* HOW TO COMPLETE THIS TASK *
The response must contain all of the entries, each one repeated exactly.

Stored items
════

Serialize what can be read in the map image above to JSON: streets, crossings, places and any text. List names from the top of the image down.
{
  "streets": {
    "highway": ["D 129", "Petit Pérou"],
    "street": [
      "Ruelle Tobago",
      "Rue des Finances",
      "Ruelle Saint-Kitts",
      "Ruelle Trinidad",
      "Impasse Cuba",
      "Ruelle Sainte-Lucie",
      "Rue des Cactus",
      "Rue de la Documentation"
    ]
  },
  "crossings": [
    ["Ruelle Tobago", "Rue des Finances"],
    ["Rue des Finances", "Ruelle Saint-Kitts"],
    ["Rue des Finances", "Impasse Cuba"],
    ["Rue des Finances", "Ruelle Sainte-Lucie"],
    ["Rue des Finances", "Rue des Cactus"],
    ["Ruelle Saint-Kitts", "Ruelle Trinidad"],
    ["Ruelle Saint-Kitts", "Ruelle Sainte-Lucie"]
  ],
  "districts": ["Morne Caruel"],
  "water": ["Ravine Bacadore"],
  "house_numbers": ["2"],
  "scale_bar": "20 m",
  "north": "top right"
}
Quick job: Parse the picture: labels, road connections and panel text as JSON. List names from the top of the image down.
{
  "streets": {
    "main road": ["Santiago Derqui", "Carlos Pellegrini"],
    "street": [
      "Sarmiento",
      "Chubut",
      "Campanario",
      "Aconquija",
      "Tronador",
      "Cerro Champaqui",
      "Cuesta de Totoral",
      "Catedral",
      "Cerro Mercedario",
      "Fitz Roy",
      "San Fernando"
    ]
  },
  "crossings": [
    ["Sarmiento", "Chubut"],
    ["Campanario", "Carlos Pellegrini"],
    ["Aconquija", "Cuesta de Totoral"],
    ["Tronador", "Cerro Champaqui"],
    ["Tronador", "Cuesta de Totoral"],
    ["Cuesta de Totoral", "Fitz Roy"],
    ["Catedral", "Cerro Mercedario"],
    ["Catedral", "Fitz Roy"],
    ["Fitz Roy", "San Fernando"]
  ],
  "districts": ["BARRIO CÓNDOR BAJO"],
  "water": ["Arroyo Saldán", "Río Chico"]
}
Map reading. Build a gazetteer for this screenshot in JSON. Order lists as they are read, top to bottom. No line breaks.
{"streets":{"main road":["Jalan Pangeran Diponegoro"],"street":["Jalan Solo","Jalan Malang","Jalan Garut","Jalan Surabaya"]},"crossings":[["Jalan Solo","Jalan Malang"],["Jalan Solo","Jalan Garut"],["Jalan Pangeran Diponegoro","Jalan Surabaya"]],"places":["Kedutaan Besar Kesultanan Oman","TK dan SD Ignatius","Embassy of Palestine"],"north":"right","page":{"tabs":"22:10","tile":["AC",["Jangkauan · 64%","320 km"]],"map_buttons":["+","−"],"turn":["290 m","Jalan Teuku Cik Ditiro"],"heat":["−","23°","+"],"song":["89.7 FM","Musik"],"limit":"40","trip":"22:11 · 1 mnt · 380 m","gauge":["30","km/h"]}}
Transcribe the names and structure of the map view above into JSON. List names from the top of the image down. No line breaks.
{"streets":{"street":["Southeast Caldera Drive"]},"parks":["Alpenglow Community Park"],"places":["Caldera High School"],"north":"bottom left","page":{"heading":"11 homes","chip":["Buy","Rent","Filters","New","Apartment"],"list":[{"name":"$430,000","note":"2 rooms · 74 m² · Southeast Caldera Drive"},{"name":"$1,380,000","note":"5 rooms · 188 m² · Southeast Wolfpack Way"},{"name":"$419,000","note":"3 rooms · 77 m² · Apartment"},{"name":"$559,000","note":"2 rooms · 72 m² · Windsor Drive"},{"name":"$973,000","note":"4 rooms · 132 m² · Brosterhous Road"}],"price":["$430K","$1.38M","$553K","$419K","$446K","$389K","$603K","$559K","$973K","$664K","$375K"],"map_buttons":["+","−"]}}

════

* SOLUTION TO THE EXERCISE *
Serialize what can be read in the map image above to JSON: streets, crossings, places and any text. List names from the top of the image down.
{
  "streets": {
    "highway": ["D 129", "Petit Pérou"],
    "street": [
      "Ruelle Tobago",
      "Rue des Finances",
      "Ruelle Saint-Kitts",
      "Ruelle Trinidad",
      "Impasse Cuba",
      "Ruelle Sainte-Lucie",
      "Rue des Cactus",
      "Rue de la Documentation"
    ]
  },
  "crossings": [
    ["Ruelle Tobago", "Rue des Finances"],
    ["Rue des Finances", "Ruelle Saint-Kitts"],
    ["Rue des Finances", "Impasse Cuba"],
    ["Rue des Finances", "Ruelle Sainte-Lucie"],
    ["Rue des Finances", "Rue des Cactus"],
    ["Ruelle Saint-Kitts", "Ruelle Trinidad"],
    ["Ruelle Saint-Kitts", "Ruelle Sainte-Lucie"]
  ],
  "districts": ["Morne Caruel"],
  "water": ["Ravine Bacadore"],
  "house_numbers": ["2"],
  "scale_bar": "20 m",
  "north": "top right"
}
Quick job: Parse the picture: labels, road connections and panel text as JSON. List names from the top of the image down.
{
  "streets": {
    "main road": ["Santiago Derqui", "Carlos Pellegrini"],
    "street": [
      "Sarmiento",
      "Chubut",
      "Campanario",
      "Aconquija",
      "Tronador",
      "Cerro Champaqui",
      "Cuesta de Totoral",
      "Catedral",
      "Cerro Mercedario",
      "Fitz Roy",
      "San Fernando"
    ]
  },
  "crossings": [
    ["Sarmiento", "Chubut"],
    ["Campanario", "Carlos Pellegrini"],
    ["Aconquija", "Cuesta de Totoral"],
    ["Tronador", "Cerro Champaqui"],
    ["Tronador", "Cuesta de Totoral"],
    ["Cuesta de Totoral", "Fitz Roy"],
    ["Catedral", "Cerro Mercedario"],
    ["Catedral", "Fitz Roy"],
    ["Fitz Roy", "San Fernando"]
  ],
  "districts": ["BARRIO CÓNDOR BAJO"],
  "water": ["Arroyo Saldán", "Río Chico"]
}
Map reading. Build a gazetteer for this screenshot in JSON. Order lists as they are read, top to bottom. No line breaks.
{"streets":{"main road":["Jalan Pangeran Diponegoro"],"street":["Jalan Solo","Jalan Malang","Jalan Garut","Jalan Surabaya"]},"crossings":[["Jalan Solo","Jalan Malang"],["Jalan Solo","Jalan Garut"],["Jalan Pangeran Diponegoro","Jalan Surabaya"]],"places":["Kedutaan Besar Kesultanan Oman","TK dan SD Ignatius","Embassy of Palestine"],"north":"right","page":{"tabs":"22:10","tile":["AC",["Jangkauan · 64%","320 km"]],"map_buttons":["+","−"],"turn":["290 m","Jalan Teuku Cik Ditiro"],"heat":["−","23°","+"],"song":["89.7 FM","Musik"],"limit":"40","trip":"22:11 · 1 mnt · 380 m","gauge":["30","km/h"]}}
Transcribe the names and structure of the map view above into JSON. List names from the top of the image down. No line breaks.
{"streets":{"street":["Southeast Caldera Drive"]},"parks":["Alpenglow Community Park"],"places":["Caldera High School"],"north":"bottom left","page":{"heading":"11 homes","chip":["Buy","Rent","Filters","New","Apartment"],"list":[{"name":"$430,000","note":"2 rooms · 74 m² · Southeast Caldera Drive"},{"name":"$1,380,000","note":"5 rooms · 188 m² · Southeast Wolfpack Way"},{"name":"$419,000","note":"3 rooms · 77 m² · Apartment"},{"name":"$559,000","note":"2 rooms · 72 m² · Windsor Drive"},{"name":"$973,000","note":"4 rooms · 132 m² · Brosterhous Road"}],"price":["$430K","$1.38M","$553K","$419K","$446K","$389K","$603K","$559K","$973K","$664K","$375K"],"map_buttons":["+","−"]}}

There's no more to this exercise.